David Garedja est au bord de la steppe que les Mongols autrefois s’étaient appropriée. Toute la falaise qui semble ici dominer le monde est trouée d’abris, autrefois monastères. Et ce parcours serre le cœur, fresques ouvertes à tous les vents, à toutes les décrépitudes.
L’image supposée de Simon orne l’ancien réfectoire des moines. Les traits sont minimes, on cherche la puissance d’origine de l’image, on cherche la présence de ce visage impassible...


Vierge
Au début du XIIe siècle, David le Bâtisseur, roi de Géorgie, impulse de profonds changements, nouvelles villes, routes, ponts, canaux d’irrigation et nouveaux monastères. Parmi ceux-ci, Ghelati est un des plus imposants, il comprend trois églises dont la grande église de la Vierge, et un bâtiment dit de l’Académie dédié à l’enseignement.

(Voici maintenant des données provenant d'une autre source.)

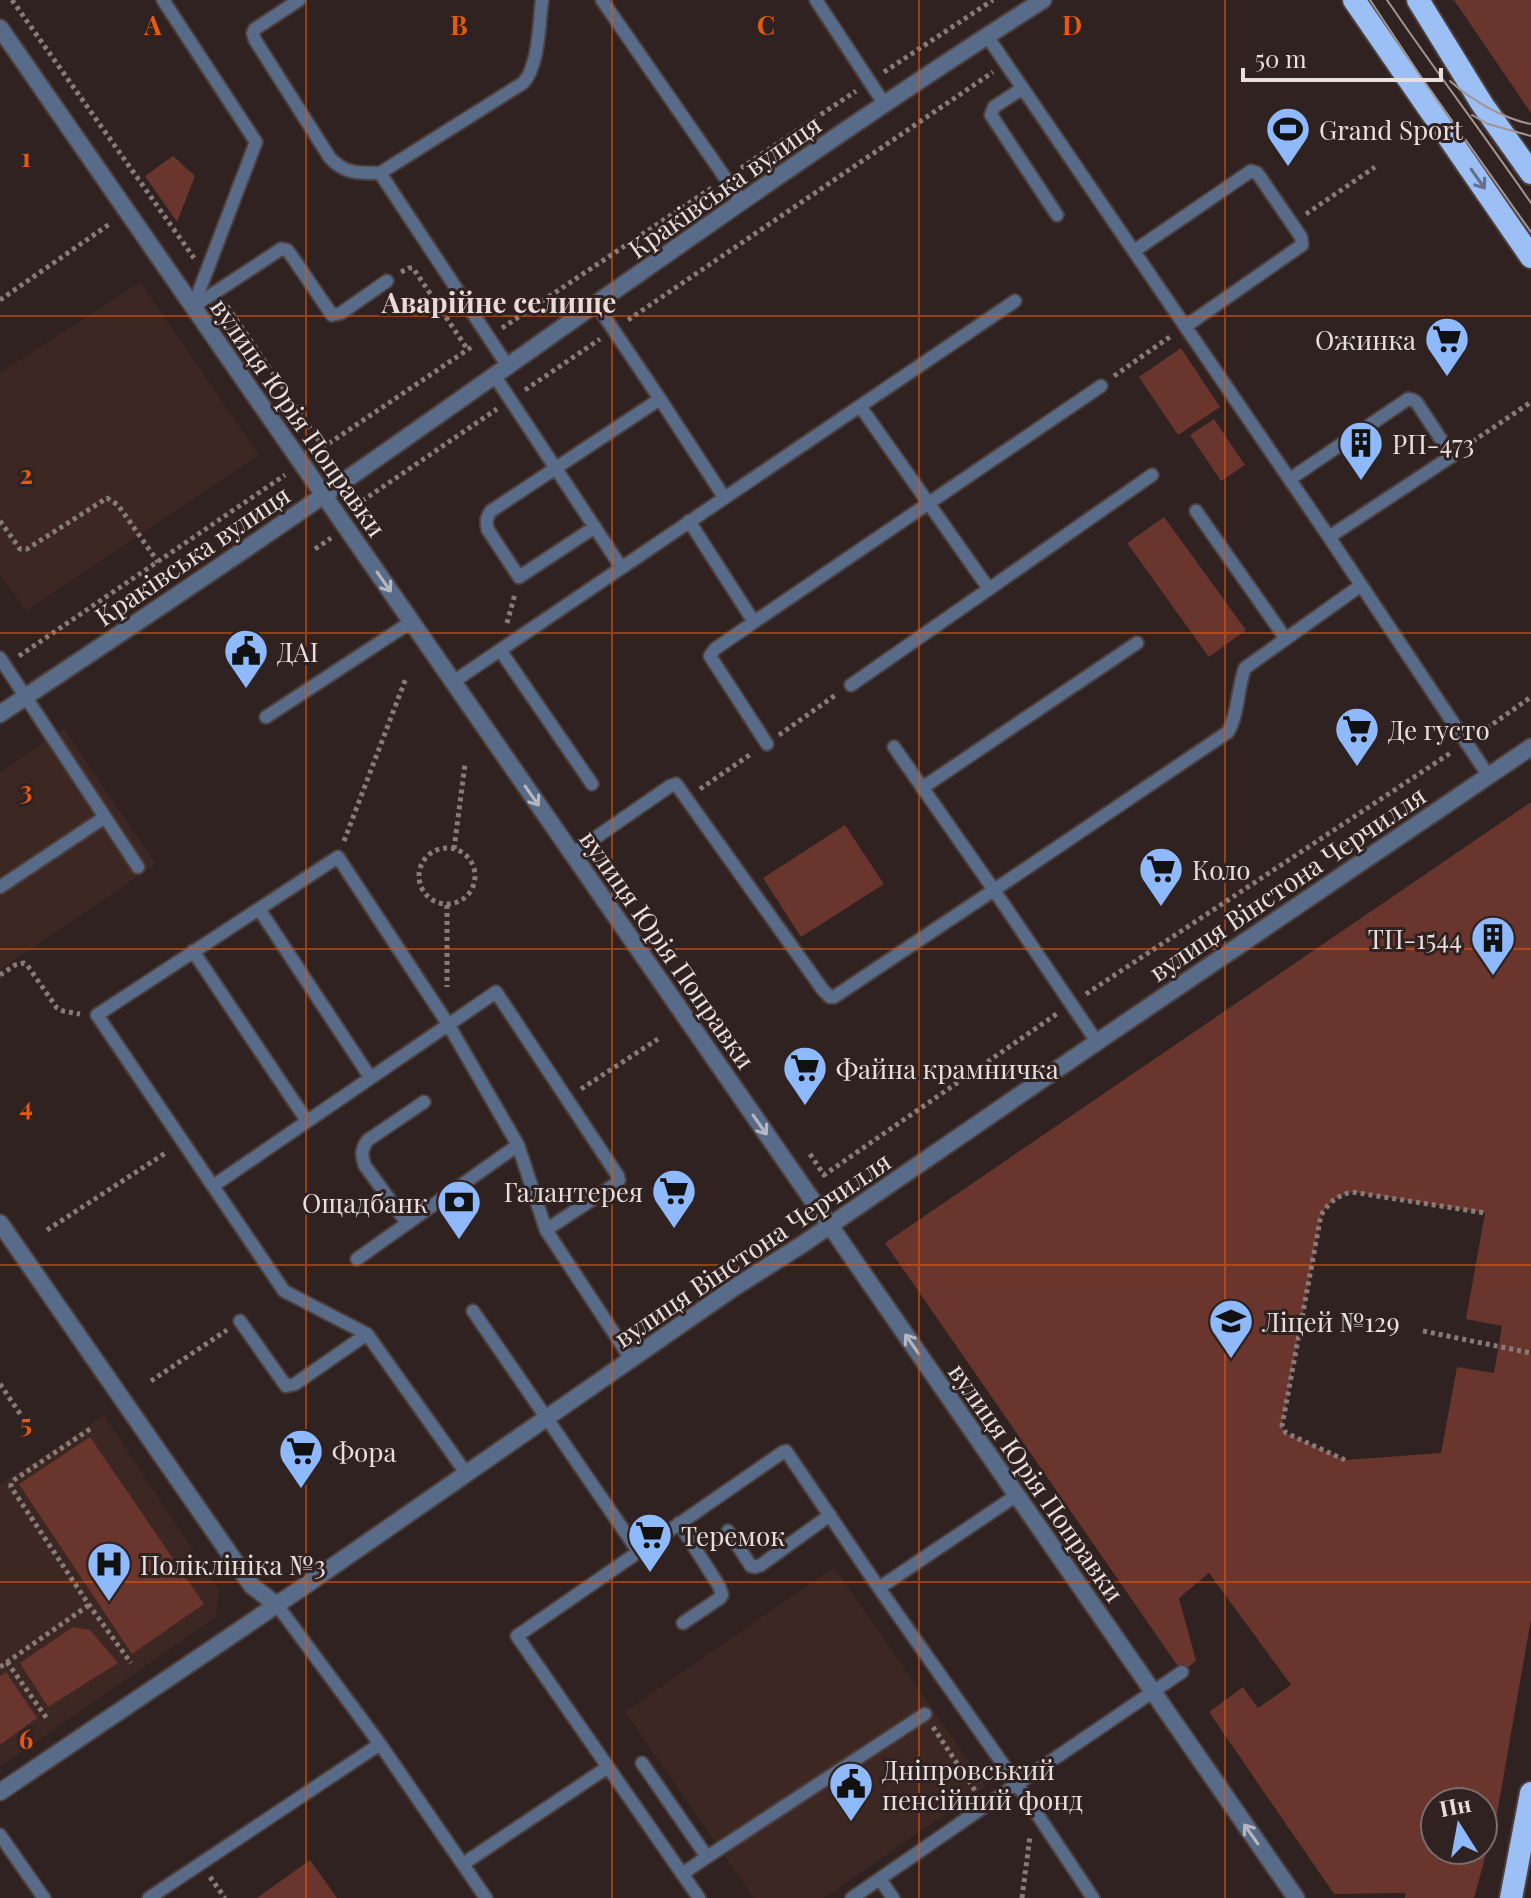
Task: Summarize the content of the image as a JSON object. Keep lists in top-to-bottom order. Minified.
{"streets":{"street":["Краківська вулиця","вулиця Юрія Поправки","вулиця Вінстона Черчилля"]},"crossings":[["Краківська вулиця","вулиця Юрія Поправки"],["вулиця Юрія Поправки","вулиця Вінстона Черчилля"]],"districts":["Аварійне селище"],"places":{"sports":["Grand Sport"],"supermarket":["Ожинка","Де густо","Коло","Файна крамничка","Галантерея","Фора","Теремок"],"building":["РП-473","ТП-1544"],"public building":["ДАІ","Дніпровський пенсійний фонд"],"bank":["Ощадбанк"],"school or university":["Ліцей №129"],"hospital":["Поліклініка №3"]},"scale_bar":"50 m","north":"top","grid":{"columns":["A","B","C","D"],"rows":["1","2","3","4","5","6"]}}
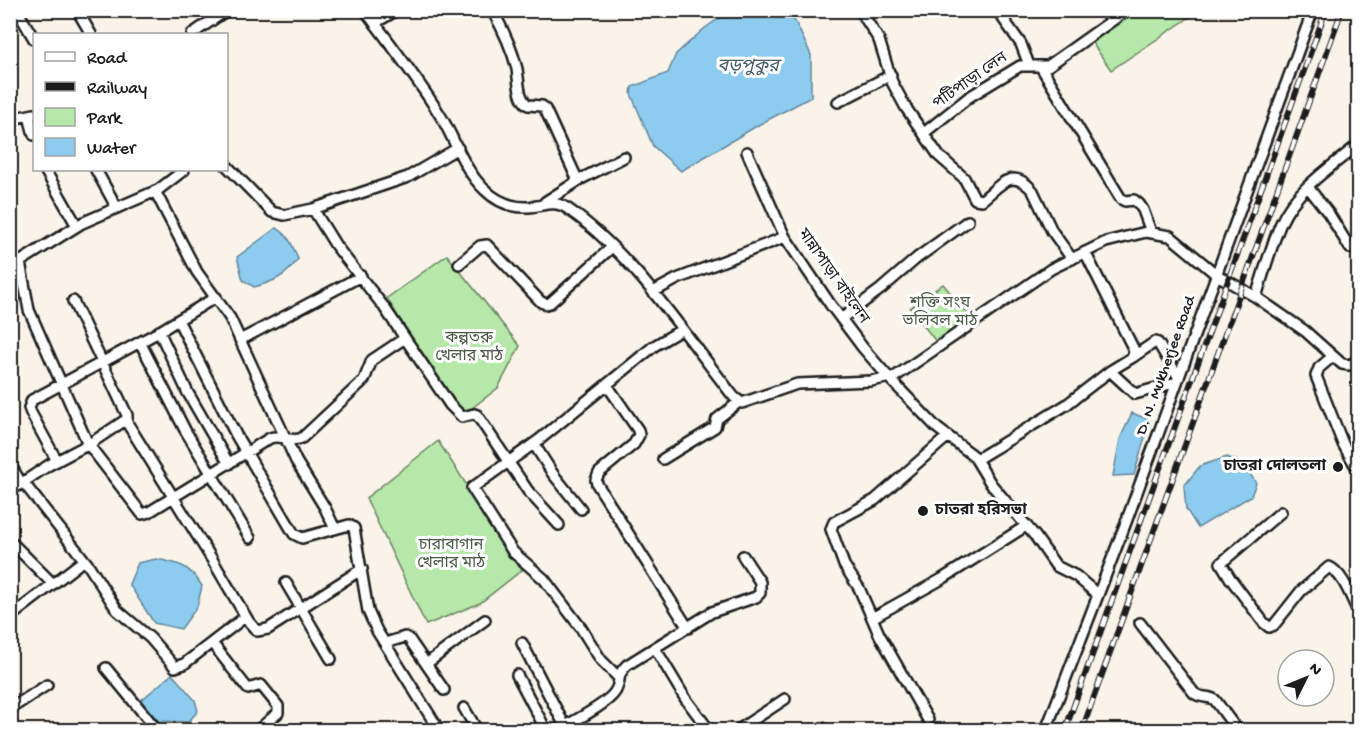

Ce visage appartient à une Vierge à l’enfant, présentée entre les archanges Michel et Gabriel, à la nef de la grande église, sous forme de mosaïque. Elle date de 1130 environ. “ La technique picturale caractéristique de Byzance est ici combinée avec le concept linéaire de forme typique de l’art géorgien2 ”. On comparera ce visage avec celui de l’abside de Sainte-Sophie, trois siècles plus tôt.


Vierge

On a déjà rencontré à l’article précédent, l’église Saint-Georges, de Svipi-Pari.
Parmi les fresques qui recouvrent toutes les parois intérieures, ce visage, daté sur place du XIIe siècle, mais plus probablement du XIVe.


Christ en métal
Mulakhi est situé non loin de Mestia, en Svanétie. Comme dans tous les villages ou presque, les maison-tours marquent le paysage de leur empreinte. L’église du Christ, plus humblement, a l’air d’une simple maison.
Les peintures aux murs datent du XIIIe siècle, mais l’église abrite des trésors, dont une icône du VIe siècle. Celle-ci, visage du Christ bénissant, date du XIIe siècle. La frontalité et l’épure énigmatique sont accentués par le rendu spécifique du métal repoussé.


Vierge

Le monastère de Eski Gumusler est situé au sud-est de la Cappadoce, non loin de la ville de Nigde. Il est aménagé dans un immense bloc de tuf tendre que les moines, au Xe siècle, creusèrent en tous sens pour façonner leurs cellules. Au centre, une grande cour excavée, à ciel ouvert. De l’autre côté de la cour, une église, complètement taillée dans la roche, dont quatre hauts piliers forment la structure.
Les parois sont là aussi couvertes de fresques datées des XIe – XIIe siècles. Parmi celles-ci, sur la paroi nord, une Annonciation, avec ce visage de la Vierge, dont on remarque à nouveau la permanence dans la composition.


Christ
Görëme est le joyau de la Cappadoce, un musée à ciel ouvert dans un paysage admirable, gâché tôt, dès le matin, par une affluence de touristes qui rendent tout irréel. Comme si la foule marchandisée déconstruisait la mémoire, le territoire, en faisait un hochet publicitaire, une autre forme d’image, sans consistance culturelle aucune.
L’église aux sandales (Çarikli Kilise) date du XIe siècle, elle abrite des fresques du XIIIe, dont ce Christ Pantocrator au sommet de la coupole, dont on peine à apprécier le calme bienfaisant.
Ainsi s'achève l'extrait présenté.